WORK INSTRUCTION ->
Please write out exactly the lines of the data below from the line holding "M1069,141L1075,138H1084L1234,151" through the line holding "M91,627L243,565L265,559", and leave out the rest.

= = = = = = =

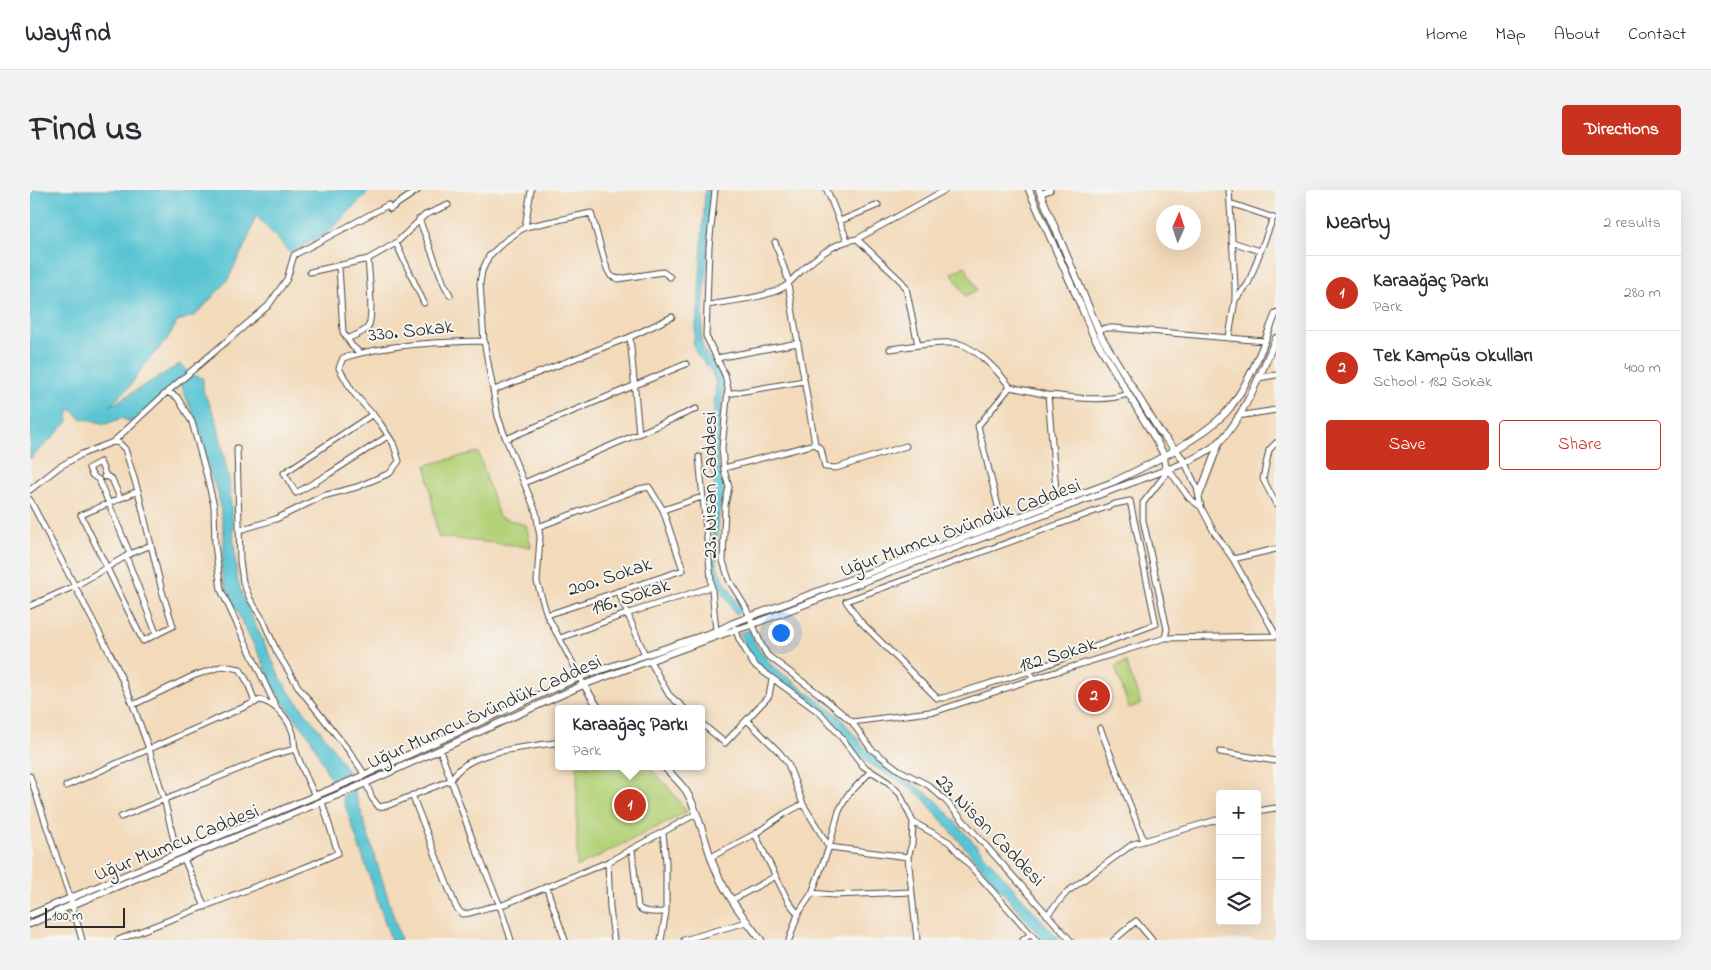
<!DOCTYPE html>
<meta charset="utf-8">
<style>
body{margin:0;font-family:"Indie Flower",sans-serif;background:#f2f2f3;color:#2b2b33}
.controls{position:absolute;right:15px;bottom:15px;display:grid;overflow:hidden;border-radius:5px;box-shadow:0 5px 20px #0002}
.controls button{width:45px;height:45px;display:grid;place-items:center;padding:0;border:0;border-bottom:1px solid #e1e1e2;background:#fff;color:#2b2b33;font:25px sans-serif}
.compass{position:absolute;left:1126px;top:15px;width:45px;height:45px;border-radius:50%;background:#fff;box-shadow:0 5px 20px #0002;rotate:3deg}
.scale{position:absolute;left:15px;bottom:12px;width:80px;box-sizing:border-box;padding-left:5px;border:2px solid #2b2b2b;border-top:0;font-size:14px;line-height:18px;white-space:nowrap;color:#2b2b2b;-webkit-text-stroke:4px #f6f6f2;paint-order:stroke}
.you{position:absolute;left:750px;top:442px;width:18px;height:18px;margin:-12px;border:4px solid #fff;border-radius:50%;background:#1a73e8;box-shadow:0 0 0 8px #1a73e833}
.badge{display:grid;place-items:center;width:32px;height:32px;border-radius:50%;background:#c8321e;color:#fff;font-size:16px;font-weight:700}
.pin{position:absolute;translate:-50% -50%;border:2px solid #fff;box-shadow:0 1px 5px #0006}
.popup{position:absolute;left:525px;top:515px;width:150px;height:65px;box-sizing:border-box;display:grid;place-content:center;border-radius:5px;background:#fff;filter:drop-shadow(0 1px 4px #0005);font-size:16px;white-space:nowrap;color:#7c7c81}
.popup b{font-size:19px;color:#2b2b33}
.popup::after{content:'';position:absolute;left:50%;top:100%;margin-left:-10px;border:10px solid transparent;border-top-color:#fff}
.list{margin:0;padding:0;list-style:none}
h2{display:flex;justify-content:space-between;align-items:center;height:65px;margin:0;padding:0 20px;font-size:21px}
h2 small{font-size:16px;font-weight:400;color:#7c7c81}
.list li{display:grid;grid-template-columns:32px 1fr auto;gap:15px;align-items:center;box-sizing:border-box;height:75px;padding:0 20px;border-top:1px solid #e1e1e2}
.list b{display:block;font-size:19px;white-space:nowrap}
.list p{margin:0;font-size:16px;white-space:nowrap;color:#7c7c81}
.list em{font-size:16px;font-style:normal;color:#7c7c81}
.actions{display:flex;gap:10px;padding:15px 20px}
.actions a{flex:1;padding:11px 0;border:1px solid #c8321e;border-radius:5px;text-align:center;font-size:18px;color:#c8321e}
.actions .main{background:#c8321e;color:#fff}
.icon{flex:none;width:28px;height:28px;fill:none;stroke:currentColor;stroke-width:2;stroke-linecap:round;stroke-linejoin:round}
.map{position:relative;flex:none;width:1246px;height:750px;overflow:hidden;border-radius:5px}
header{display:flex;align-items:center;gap:30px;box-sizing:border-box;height:70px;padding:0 25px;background:#fff;border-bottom:1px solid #e1e1e2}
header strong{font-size:24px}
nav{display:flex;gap:28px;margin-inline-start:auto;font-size:18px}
.intro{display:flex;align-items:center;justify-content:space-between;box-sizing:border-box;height:120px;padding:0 30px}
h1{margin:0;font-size:35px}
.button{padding:12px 22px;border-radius:5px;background:#c8321e;color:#fff;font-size:18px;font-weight:700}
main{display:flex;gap:30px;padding:0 30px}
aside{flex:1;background:#fff;border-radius:5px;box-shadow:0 5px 20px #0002}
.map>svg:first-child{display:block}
.green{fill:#b3d177;stroke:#6f7e51}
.water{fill:#59c4d3;stroke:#42787f}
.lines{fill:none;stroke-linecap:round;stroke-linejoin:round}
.minor-casing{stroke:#494540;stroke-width:7}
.tertiary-casing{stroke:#494540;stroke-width:8}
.minor{stroke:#fff;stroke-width:5}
.tertiary{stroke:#fff;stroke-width:6}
.labels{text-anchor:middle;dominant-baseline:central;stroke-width:4;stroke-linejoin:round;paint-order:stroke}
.street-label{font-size:20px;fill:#2b2b2b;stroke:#f6f6f2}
</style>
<header>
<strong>Wayfind</strong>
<nav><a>Home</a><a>Map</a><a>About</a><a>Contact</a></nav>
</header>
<div class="intro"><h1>Find us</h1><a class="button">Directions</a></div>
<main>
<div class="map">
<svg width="1246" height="750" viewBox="0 0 1246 750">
<rect width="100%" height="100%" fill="#f6f6f2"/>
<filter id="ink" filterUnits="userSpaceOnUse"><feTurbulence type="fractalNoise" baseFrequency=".02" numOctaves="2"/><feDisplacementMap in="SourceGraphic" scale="10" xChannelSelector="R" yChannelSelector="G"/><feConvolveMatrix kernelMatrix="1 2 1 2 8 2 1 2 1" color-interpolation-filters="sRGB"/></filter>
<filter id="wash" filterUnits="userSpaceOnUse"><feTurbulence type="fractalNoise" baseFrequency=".0096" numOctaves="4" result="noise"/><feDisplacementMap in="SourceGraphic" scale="20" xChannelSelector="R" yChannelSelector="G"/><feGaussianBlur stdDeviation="1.12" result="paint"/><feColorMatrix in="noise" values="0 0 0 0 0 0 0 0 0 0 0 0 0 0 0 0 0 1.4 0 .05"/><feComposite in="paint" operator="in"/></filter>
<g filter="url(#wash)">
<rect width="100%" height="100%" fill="#f3daba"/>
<path class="green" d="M935,76L947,100L935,106L922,83Z
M448,262L469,327L496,335L501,357L408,347L396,275Z
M1096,472L1111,514L1099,518L1085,476Z
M547,576H617L634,592L657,622L547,677Z"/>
<path class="water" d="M0,0H340L300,41L260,63L226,25L218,49L197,91L166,125L148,131L136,151L118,170L99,197L80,216L150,174L161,185L173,188V201L180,215L187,232L199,291L207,388L213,408L250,487L260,503L299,552L318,582L301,590L280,547L254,514L243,496L232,470L214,437L194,392L191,378L194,356V344L188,302L180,285L172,246L151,195L100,232L92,228L76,234L50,228L40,218L37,233L0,269Z
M675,0H682L671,152L674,161L690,182L693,195L687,269L694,300L688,331L687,376L689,381L712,421L705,424L683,384L681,372L683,349L681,331L685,299L680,274L686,192L682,182L667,164L663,154L668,121Z
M720,440L726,455L741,475L809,526L837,561L907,611L1029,750H1013L891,606L876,595L838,573L823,558L803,531L727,474L721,467L709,443Z
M324,600L371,750H361L312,606Z"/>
</g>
<g filter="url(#ink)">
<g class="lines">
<defs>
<path id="minor" d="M685,0L679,57L676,146L695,185L698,199L692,258L694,280L699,297L695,315L693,371L699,390L716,418L730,452L737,465L789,504L822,532L841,559L869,580L898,595L915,610L1040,750
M797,0L817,50
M1199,0L1205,95V110L1199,147
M1010,4L1020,0
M1200,13L1244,28
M389,29L414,94L420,105
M810,31L848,15
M495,37L501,0
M827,49L872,92L876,98L888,155
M745,52L759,92
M1202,52L1230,61
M366,53L394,113
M309,77L313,142L322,156L330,163
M280,82L338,69L366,53L395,25L418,15
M758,94L785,254L791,259L795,277L806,278L876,256
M1205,110L1218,94L1243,28
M678,115C700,111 736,108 754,97C759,94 763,88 768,84C785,68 804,52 827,49L915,0
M1069,141L1075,138H1084L1234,151
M600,147L609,244
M317,149C323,146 334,143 338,137C344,128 339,83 338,69
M860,159C878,157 913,150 930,154C947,159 970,183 980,197L1018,205L1027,312
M687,168L768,153
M1228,188L1246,185
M464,200L600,147L642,127
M137,202L147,207L162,232L177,287L184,316L185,355L191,400L247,519
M697,204L774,191
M1018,205C1045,207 1072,213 1098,204
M343,224L254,283L266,303L299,284L358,246
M1208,226L1246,220
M476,249L656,174
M83,252L89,253L95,259L108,301L132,401L143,436L113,451L51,325L108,301
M1246,253L1239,260L1233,289L1246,314
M207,258L210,371L213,392L220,409L233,430L247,462L269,498L319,561L335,585
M669,267L686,441
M1155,273L1167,298L1171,317L1184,342L1203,369L1246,359
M694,278L785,254
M76,286L70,272L59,278L62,285L69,290L100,364
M74,287L76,286L82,289L90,308
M494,293L666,219
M0,300L29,277L52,264L83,252L137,202L238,116L257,89L264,65L358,15L360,19L388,0
M0,310L85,473L103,515L119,559L134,609L147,663
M633,320L672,307
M972,332L948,236L980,197
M508,337L609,299L619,297L633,320L653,380L517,425
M210,340L246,329L293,306L327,297L360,283L369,271L363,253L350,233L322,201L309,178L313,168C358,154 407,152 454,151
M96,366L126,443
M1203,369L1246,445
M588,401L615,465
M0,416L45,396L100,364L121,355
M705,438L709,449L724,475L790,523L808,543L833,576L858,592L870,604L883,632L882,654L878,667L887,750
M530,448L599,423L681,397
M1135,448L1137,439L1113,330V313L1139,280L1159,308L1171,317
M620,471L639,505L655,519
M1000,481L1126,434L1100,311L1085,314L816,411L830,431L907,508H913L1000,481L1003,489
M550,487L517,425L507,392L510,347L506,322L476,249L468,227L454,151L450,93L452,81L459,66L475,51L495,37L561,23L577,79L581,86L588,89L633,82L640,87
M103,515L163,486L193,476L210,479L218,493L225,513
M718,531L750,563L758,574L773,614L799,657L878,667
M822,532L907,521L1003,489L1135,448L1246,446
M671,533L695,553L739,506L742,489
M1070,538L1114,651
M410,560L444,654L470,716L481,750
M1190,562L1246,571
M0,586L40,707L52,750
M336,593L342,608L349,617L359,615L421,590C437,559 497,558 529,552
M36,596L230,510C245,513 258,528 263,543C264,547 264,553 265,558C270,575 278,591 285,606
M382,605L426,717L432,724C446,724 456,715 470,716L578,672L666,624
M1227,621L1246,618
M91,627L243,565L265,559
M883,632L919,652L1006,750
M725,644L758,711L768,724
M602,659L608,717C615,724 627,722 636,722
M681,667L725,644L754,624L773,614
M154,669L175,717
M578,672L580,718L584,750
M516,696L535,750
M782,703L804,705L882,702
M702,710L746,686
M1017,725L1037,702L1103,654L1190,629
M88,750L281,675L308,663L292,612
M631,750L636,722V672L633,643
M654,750L716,732
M759,750L768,724L782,703L799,657L809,621L817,606L840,582
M993,750L1001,744
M1084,750L1106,731L1122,750"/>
<path id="tertiary" d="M999,0L1051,116L1063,145L1127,252L1134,265L1135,275L1139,280
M1009,0L1071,146L1130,242L1149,264L1155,273
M1169,306L1189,253
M552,492L569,519
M633,576C641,584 650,592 656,601C670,623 676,659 687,683C698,708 715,729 731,750
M0,725L323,590L522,499L550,487L689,440L703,433L1083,292C1117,276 1176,247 1199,219C1221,191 1233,155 1246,123
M22,726L32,725L46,728
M0,734L42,715L327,597L553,495L693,444L718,436L859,382L1155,273C1166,267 1178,262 1188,253C1211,233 1234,177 1246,148"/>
</defs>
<use href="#minor" class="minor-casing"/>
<use href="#tertiary" class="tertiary-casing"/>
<use href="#minor" class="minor"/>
<use href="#tertiary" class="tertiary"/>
</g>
</g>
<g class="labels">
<g class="street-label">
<text transform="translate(381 142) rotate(-6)">330. Sokak</text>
<text transform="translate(681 295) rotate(-90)">23. Nisan Caddesi</text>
<text transform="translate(931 339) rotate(-20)">Uğur Mumcu Övündük Caddesi</text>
<text transform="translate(580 388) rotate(-18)">200. Sokak</text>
<text transform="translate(601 408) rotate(-18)">196. Sokak</text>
<text transform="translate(1028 466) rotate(-17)">182 Sokak</text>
<text transform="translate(455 523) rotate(-24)">Uğur Mumcu Övündük Caddesi</text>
<text transform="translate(959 641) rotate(46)">23. Nisan Caddesi</text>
<text transform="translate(147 654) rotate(-22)">Uğur Mumcu Caddesi</text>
</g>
</g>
</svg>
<div class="controls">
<button>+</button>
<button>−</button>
<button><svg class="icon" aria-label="layers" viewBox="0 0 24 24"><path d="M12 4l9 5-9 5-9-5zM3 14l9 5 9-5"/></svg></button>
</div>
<svg class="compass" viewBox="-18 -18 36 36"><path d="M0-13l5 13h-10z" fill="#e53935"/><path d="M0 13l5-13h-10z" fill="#7c7c81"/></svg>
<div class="scale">100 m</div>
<div class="you"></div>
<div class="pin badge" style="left:600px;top:615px">1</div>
<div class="popup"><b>Karaağaç Parkı</b>Park</div>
<div class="pin badge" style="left:1064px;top:506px">2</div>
</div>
<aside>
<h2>Nearby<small>2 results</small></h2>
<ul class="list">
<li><span class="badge">1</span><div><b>Karaağaç Parkı</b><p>Park</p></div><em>280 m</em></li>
<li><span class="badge">2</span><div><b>Tek Kampüs Okulları</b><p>School · 182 Sokak</p></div><em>400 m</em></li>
</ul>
<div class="actions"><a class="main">Save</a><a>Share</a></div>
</aside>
</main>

= = = = = = =

TASK RESPONSE ->
M1069,141L1075,138H1084L1234,151
M600,147L609,244
M317,149C323,146 334,143 338,137C344,128 339,83 338,69
M860,159C878,157 913,150 930,154C947,159 970,183 980,197L1018,205L1027,312
M687,168L768,153
M1228,188L1246,185
M464,200L600,147L642,127
M137,202L147,207L162,232L177,287L184,316L185,355L191,400L247,519
M697,204L774,191
M1018,205C1045,207 1072,213 1098,204
M343,224L254,283L266,303L299,284L358,246
M1208,226L1246,220
M476,249L656,174
M83,252L89,253L95,259L108,301L132,401L143,436L113,451L51,325L108,301
M1246,253L1239,260L1233,289L1246,314
M207,258L210,371L213,392L220,409L233,430L247,462L269,498L319,561L335,585
M669,267L686,441
M1155,273L1167,298L1171,317L1184,342L1203,369L1246,359
M694,278L785,254
M76,286L70,272L59,278L62,285L69,290L100,364
M74,287L76,286L82,289L90,308
M494,293L666,219
M0,300L29,277L52,264L83,252L137,202L238,116L257,89L264,65L358,15L360,19L388,0
M0,310L85,473L103,515L119,559L134,609L147,663
M633,320L672,307
M972,332L948,236L980,197
M508,337L609,299L619,297L633,320L653,380L517,425
M210,340L246,329L293,306L327,297L360,283L369,271L363,253L350,233L322,201L309,178L313,168C358,154 407,152 454,151
M96,366L126,443
M1203,369L1246,445
M588,401L615,465
M0,416L45,396L100,364L121,355
M705,438L709,449L724,475L790,523L808,543L833,576L858,592L870,604L883,632L882,654L878,667L887,750
M530,448L599,423L681,397
M1135,448L1137,439L1113,330V313L1139,280L1159,308L1171,317
M620,471L639,505L655,519
M1000,481L1126,434L1100,311L1085,314L816,411L830,431L907,508H913L1000,481L1003,489
M550,487L517,425L507,392L510,347L506,322L476,249L468,227L454,151L450,93L452,81L459,66L475,51L495,37L561,23L577,79L581,86L588,89L633,82L640,87
M103,515L163,486L193,476L210,479L218,493L225,513
M718,531L750,563L758,574L773,614L799,657L878,667
M822,532L907,521L1003,489L1135,448L1246,446
M671,533L695,553L739,506L742,489
M1070,538L1114,651
M410,560L444,654L470,716L481,750
M1190,562L1246,571
M0,586L40,707L52,750
M336,593L342,608L349,617L359,615L421,590C437,559 497,558 529,552
M36,596L230,510C245,513 258,528 263,543C264,547 264,553 265,558C270,575 278,591 285,606
M382,605L426,717L432,724C446,724 456,715 470,716L578,672L666,624
M1227,621L1246,618
M91,627L243,565L265,559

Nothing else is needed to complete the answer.